* [DATA TO EXAMINE]
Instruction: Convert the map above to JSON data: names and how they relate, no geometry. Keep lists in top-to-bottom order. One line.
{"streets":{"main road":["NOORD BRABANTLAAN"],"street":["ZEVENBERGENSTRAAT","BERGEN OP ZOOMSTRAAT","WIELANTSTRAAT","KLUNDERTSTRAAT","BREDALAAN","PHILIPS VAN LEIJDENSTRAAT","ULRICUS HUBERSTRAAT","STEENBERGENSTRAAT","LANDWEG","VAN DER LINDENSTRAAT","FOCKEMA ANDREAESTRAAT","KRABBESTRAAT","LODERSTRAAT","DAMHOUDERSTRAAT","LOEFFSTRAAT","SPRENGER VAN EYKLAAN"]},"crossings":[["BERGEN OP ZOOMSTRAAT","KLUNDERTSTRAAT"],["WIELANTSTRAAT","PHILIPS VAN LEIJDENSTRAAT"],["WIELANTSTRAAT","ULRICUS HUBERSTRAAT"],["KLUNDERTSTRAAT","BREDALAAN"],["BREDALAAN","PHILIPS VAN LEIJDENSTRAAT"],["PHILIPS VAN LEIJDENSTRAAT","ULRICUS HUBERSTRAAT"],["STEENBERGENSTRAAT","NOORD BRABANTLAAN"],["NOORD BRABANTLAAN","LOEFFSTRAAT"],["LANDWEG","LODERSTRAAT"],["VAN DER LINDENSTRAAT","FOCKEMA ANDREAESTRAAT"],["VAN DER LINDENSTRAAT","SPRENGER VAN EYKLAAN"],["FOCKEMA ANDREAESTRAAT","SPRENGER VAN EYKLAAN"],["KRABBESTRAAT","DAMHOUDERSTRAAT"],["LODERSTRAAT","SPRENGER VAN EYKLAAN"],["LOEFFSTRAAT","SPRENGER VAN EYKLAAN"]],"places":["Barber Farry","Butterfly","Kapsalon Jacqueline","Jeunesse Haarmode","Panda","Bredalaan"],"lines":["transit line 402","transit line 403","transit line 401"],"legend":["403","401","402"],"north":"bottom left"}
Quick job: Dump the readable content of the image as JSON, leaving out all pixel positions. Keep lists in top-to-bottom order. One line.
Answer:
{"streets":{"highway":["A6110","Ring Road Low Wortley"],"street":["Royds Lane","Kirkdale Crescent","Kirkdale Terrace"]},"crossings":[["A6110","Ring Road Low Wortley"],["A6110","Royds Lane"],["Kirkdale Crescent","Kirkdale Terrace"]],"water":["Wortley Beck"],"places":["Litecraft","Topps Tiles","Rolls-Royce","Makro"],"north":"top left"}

* [INSTRUCTIONS FOR THE TASK]
Line by line, retype the entire listing exactly.

* [SOLUTION]
Instruction: Convert the map above to JSON data: names and how they relate, no geometry. Keep lists in top-to-bottom order. One line.
{"streets":{"main road":["NOORD BRABANTLAAN"],"street":["ZEVENBERGENSTRAAT","BERGEN OP ZOOMSTRAAT","WIELANTSTRAAT","KLUNDERTSTRAAT","BREDALAAN","PHILIPS VAN LEIJDENSTRAAT","ULRICUS HUBERSTRAAT","STEENBERGENSTRAAT","LANDWEG","VAN DER LINDENSTRAAT","FOCKEMA ANDREAESTRAAT","KRABBESTRAAT","LODERSTRAAT","DAMHOUDERSTRAAT","LOEFFSTRAAT","SPRENGER VAN EYKLAAN"]},"crossings":[["BERGEN OP ZOOMSTRAAT","KLUNDERTSTRAAT"],["WIELANTSTRAAT","PHILIPS VAN LEIJDENSTRAAT"],["WIELANTSTRAAT","ULRICUS HUBERSTRAAT"],["KLUNDERTSTRAAT","BREDALAAN"],["BREDALAAN","PHILIPS VAN LEIJDENSTRAAT"],["PHILIPS VAN LEIJDENSTRAAT","ULRICUS HUBERSTRAAT"],["STEENBERGENSTRAAT","NOORD BRABANTLAAN"],["NOORD BRABANTLAAN","LOEFFSTRAAT"],["LANDWEG","LODERSTRAAT"],["VAN DER LINDENSTRAAT","FOCKEMA ANDREAESTRAAT"],["VAN DER LINDENSTRAAT","SPRENGER VAN EYKLAAN"],["FOCKEMA ANDREAESTRAAT","SPRENGER VAN EYKLAAN"],["KRABBESTRAAT","DAMHOUDERSTRAAT"],["LODERSTRAAT","SPRENGER VAN EYKLAAN"],["LOEFFSTRAAT","SPRENGER VAN EYKLAAN"]],"places":["Barber Farry","Butterfly","Kapsalon Jacqueline","Jeunesse Haarmode","Panda","Bredalaan"],"lines":["transit line 402","transit line 403","transit line 401"],"legend":["403","401","402"],"north":"bottom left"}
Quick job: Dump the readable content of the image as JSON, leaving out all pixel positions. Keep lists in top-to-bottom order. One line.
Answer:
{"streets":{"highway":["A6110","Ring Road Low Wortley"],"street":["Royds Lane","Kirkdale Crescent","Kirkdale Terrace"]},"crossings":[["A6110","Ring Road Low Wortley"],["A6110","Royds Lane"],["Kirkdale Crescent","Kirkdale Terrace"]],"water":["Wortley Beck"],"places":["Litecraft","Topps Tiles","Rolls-Royce","Makro"],"north":"top left"}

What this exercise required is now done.